The goal of this challenge was to find the presence of radioactive sources in urban setting using gamma ray detectors. Particularly, presence of 6 different types of radioactive sources need to be identified while travelling with the detector-NaI(Tl) at various speeds. Detailes of this challenge can be found in https://www.topcoder.com/challenges/30085346. Code in this repo complies with the requirements from here: https://docs.google.com/document/d/17QuWdnKX0KZpP-7h0a186Sx6HpsQssT-QnsnQTYTIkk/edit.
Data is assumed to be in 'data/' folder. Another empty folder 'wdata/' is needed for temporary file writing.
data/
trainingAnswers.csv
training/
100001.csv
100002.csv
...
testing/
200001.csv
200002.csv
...
wdata/
The folder consists of 7 scripts that do data preparation, training and prediction. Scripts are written in python language.
Training and testing both can be done on a CPU based machine. However, training in a GPU is much faster. Testing using GPU doesn’t concern much.
01_make_slice_data.py
02_make_features.py
- Script 01 makes approximately 81,000 segmented data from 9,700 training data available and saves newly generated data on “wdata/training_slice” folder and corresponding answer file as 'wdata/trainingAnswers_slice.csv'.

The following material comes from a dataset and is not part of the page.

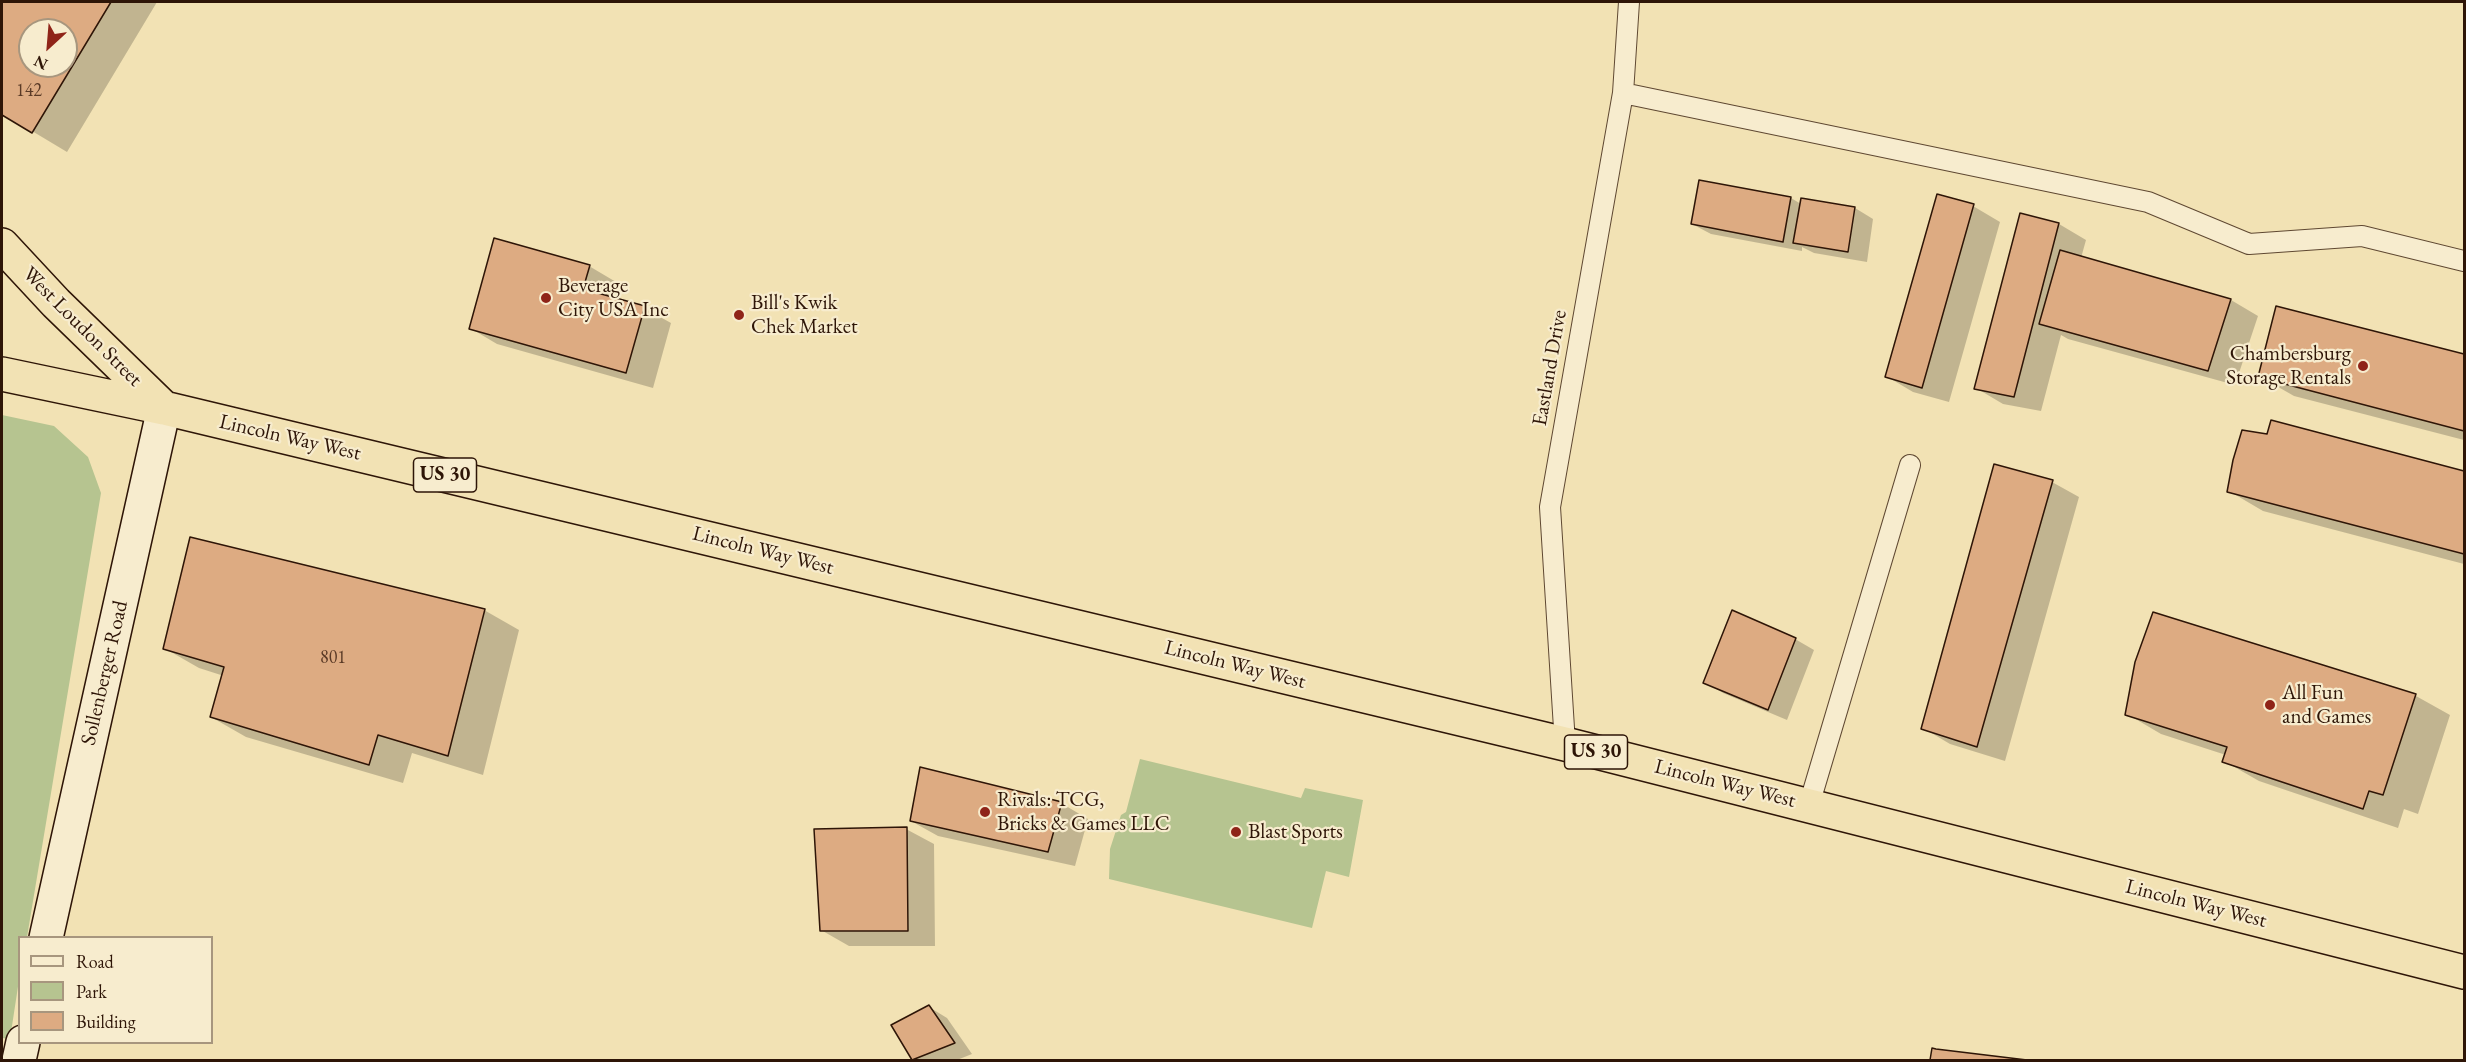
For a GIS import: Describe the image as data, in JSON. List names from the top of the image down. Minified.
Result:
{"streets":{"highway":["West Loudon Street","Lincoln Way West","US 30"],"street":["Sollenberger Road"],"lane":["Eastland Drive"]},"crossings":[["West Loudon Street","Lincoln Way West"],["West Loudon Street","Sollenberger Road"],["Eastland Drive","Lincoln Way West"],["Lincoln Way West","Sollenberger Road"]],"places":["Beverage City USA Inc","Bill's Kwik Chek Market","Chambersburg Storage Rentals","All Fun and Games","Rivals: TCG, Bricks & Games LLC","Blast Sports"],"house_numbers":["142","801"],"legend":["Road","Park","Building"],"north":"bottom left"}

- Script 02 takes the files generated by script 01, creates 151 features from each file and finally save everything as 'wdata/train_feature_bin_30_slice.csv'
03_train_ANN_CNN.py
- This script trains a hybrid model of convolutional neural network (CNN) and multi-layer perceptron (MLP) neural network using training features generated in script 02.
- Model weights will be saved in ‘weights/’ folder as well as in ‘wdata/weights’ folder
06_predict_25.py
07_predict_3000.py
08_predict_6000.py
- 3 prediction files are identical except they predict on different segment (window) sizes. The prediction was carried out on 200 anchor points. These scripts use weights produced from script 03. -- Script 06: window size = total counts in test file / 12 -- Script 07: window size = 3000 counts -- Script 08: window size = 6000 counts
- 3 different thresholds (e.g. 3, 5 and 7 out of 200) were used to judge a test file as source positive or negative.
- The reason I have used 3 scripts for prediction instead of 1 because I found it little complicated to run parallel jobs with tensorflow models. So I have saved time by using 3 scripts running in parallel. Output files will be saved under ‘wdata/submits’ folder
09_vote_ensemble.py
- This script ensemble the prediction of the source type and location by voting style from the 9 output files produced from inference (script 06, 07, 08).
- The output file will be saved under ‘wdata/submits’ folder
10_timeProcess.py
- Outputs the final predictions and saves it to the current directory.
The code is expected to run in Docker container. Docker is assumed to be installed in the host computer. This code doesn’t need a GPU for training or inference. Dockerfile file is sufficient for a cpu only machine. It installs necessary python dependancies on a Ubuntu 16.04 OS.
- start docker
sudo service docker start
- build solution from the folder that contains Dockerfile
docker build -t smg478 .
- Strat container
docker run -v <local_data_path>:/data:ro -v <local_writable_area_path>:/wdata -it <id>
- Inference using pre-built model
bash test.sh /data/testing/ solution.csv
- Train
bash train.sh /data/training/ /data/trainingAnswers.csv
- Inference on newly trained model - produces solution file on current directory
bash test.sh /data/testing/ solution.csv
- Local PC config: Ubuntu 14.04, Intel i7 (8-core), 32 GB RAM, SSD
- Disc space required: 7 GB for processed data file + 5 MB for model weights
- Training : bash train.sh /data/training/ /data/trainingAnswers.csv (2.0 / 1.0) hr in a (CPU / GPU) based machine
- Testing: bash test.sh /data/testing/ solution.csv 6 hr in a CPU based machine (+ 30 min, if processed data file needs to be generated again. Usually this file will be generated during the training phase (200MB))
For detailes, please refer to summery-documentation file.